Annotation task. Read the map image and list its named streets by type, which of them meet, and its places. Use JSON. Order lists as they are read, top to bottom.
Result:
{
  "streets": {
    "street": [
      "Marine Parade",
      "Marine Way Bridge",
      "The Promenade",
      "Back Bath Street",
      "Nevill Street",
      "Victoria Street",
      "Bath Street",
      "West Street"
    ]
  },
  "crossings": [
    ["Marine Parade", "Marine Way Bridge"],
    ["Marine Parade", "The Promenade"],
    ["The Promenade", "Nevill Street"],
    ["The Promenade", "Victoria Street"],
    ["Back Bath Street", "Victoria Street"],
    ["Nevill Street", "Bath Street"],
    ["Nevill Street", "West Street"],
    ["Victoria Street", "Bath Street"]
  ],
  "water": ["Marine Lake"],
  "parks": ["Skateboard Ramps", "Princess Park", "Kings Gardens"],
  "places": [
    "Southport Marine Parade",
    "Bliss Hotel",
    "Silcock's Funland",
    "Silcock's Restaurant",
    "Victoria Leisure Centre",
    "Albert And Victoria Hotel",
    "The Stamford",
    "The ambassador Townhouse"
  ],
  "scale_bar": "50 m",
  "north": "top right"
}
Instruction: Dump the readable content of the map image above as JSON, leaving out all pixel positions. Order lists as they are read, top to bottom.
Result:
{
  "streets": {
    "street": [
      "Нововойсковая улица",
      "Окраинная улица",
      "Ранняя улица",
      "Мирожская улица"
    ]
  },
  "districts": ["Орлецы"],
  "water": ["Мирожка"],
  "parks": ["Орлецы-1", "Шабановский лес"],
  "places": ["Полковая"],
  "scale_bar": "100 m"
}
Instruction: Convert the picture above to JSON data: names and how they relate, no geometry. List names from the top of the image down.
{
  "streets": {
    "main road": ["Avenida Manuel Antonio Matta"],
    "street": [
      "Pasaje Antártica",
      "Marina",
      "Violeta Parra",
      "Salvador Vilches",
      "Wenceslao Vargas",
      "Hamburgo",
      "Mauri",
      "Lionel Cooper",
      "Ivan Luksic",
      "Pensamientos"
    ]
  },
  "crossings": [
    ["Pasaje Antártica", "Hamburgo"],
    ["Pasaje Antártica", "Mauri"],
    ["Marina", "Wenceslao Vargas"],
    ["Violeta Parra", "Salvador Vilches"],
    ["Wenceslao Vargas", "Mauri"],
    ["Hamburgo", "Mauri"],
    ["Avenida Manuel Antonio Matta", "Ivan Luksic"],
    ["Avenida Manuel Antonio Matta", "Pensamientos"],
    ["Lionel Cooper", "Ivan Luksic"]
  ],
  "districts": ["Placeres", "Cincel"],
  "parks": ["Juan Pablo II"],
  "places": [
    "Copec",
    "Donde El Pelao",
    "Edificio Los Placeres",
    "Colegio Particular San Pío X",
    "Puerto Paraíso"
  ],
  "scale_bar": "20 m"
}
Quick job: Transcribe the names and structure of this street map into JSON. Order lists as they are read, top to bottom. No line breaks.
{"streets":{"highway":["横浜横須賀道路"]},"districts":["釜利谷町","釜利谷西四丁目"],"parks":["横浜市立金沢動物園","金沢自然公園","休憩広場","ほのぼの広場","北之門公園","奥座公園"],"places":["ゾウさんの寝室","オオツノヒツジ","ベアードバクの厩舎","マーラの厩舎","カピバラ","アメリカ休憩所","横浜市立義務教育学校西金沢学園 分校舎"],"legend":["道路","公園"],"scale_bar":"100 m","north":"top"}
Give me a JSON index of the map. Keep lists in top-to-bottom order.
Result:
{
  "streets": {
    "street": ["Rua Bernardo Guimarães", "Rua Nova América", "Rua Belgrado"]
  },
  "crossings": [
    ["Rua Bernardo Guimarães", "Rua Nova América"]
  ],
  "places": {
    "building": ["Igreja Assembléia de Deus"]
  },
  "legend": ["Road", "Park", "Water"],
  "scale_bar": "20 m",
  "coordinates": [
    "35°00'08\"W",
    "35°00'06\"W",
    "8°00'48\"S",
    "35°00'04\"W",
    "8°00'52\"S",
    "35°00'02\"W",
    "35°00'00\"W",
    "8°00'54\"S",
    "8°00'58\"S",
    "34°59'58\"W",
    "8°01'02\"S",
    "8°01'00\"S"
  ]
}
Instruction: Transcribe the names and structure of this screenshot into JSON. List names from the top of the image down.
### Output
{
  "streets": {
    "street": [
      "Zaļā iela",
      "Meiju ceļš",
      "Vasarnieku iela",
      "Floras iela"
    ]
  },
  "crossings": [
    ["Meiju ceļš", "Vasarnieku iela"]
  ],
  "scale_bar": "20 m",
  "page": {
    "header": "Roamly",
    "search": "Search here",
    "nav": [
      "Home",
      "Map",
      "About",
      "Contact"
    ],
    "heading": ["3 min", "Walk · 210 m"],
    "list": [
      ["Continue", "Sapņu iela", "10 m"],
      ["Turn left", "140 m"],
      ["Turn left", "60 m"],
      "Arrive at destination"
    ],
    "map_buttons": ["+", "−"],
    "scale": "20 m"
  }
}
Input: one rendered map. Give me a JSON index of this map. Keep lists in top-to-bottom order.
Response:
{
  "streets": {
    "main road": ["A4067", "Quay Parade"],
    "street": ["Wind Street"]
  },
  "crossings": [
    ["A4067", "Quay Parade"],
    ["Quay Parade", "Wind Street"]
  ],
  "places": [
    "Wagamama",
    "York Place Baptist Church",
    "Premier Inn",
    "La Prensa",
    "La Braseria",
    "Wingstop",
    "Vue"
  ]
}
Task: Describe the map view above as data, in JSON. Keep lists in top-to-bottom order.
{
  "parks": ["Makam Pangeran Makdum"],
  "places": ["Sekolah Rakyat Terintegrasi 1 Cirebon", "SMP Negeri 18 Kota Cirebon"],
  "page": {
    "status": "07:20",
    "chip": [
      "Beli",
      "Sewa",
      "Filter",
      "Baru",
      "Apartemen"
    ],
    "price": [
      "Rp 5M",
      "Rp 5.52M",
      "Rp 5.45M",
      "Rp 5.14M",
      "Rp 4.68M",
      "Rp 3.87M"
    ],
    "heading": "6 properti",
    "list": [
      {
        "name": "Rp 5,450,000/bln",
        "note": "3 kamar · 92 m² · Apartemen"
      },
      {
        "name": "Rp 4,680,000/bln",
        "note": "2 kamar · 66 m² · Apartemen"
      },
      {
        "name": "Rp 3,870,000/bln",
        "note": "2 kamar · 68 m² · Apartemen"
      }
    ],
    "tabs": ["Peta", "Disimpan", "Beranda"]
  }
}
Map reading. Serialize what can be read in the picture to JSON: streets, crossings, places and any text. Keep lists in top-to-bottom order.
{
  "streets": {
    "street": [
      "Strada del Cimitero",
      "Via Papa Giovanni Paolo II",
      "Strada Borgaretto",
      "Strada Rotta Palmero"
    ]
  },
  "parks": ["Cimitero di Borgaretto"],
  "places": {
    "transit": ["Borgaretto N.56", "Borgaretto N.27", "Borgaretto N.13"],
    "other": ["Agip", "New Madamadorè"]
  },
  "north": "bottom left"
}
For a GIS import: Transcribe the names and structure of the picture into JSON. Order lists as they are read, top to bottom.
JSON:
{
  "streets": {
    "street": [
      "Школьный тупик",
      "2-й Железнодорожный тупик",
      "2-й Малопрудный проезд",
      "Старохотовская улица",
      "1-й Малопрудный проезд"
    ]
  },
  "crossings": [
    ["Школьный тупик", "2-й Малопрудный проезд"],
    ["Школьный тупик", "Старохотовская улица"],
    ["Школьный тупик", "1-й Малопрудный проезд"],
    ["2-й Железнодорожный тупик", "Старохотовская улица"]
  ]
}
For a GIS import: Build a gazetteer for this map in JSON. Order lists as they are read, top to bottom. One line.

* * *

> **Work task**
All lines above that include the word "index" should be located and copied.

> **Response area**
Give me a JSON index of the map. Keep lists in top-to-bottom order.
Input: one rendered map. Give me a JSON index of this map. Keep lists in top-to-bottom order.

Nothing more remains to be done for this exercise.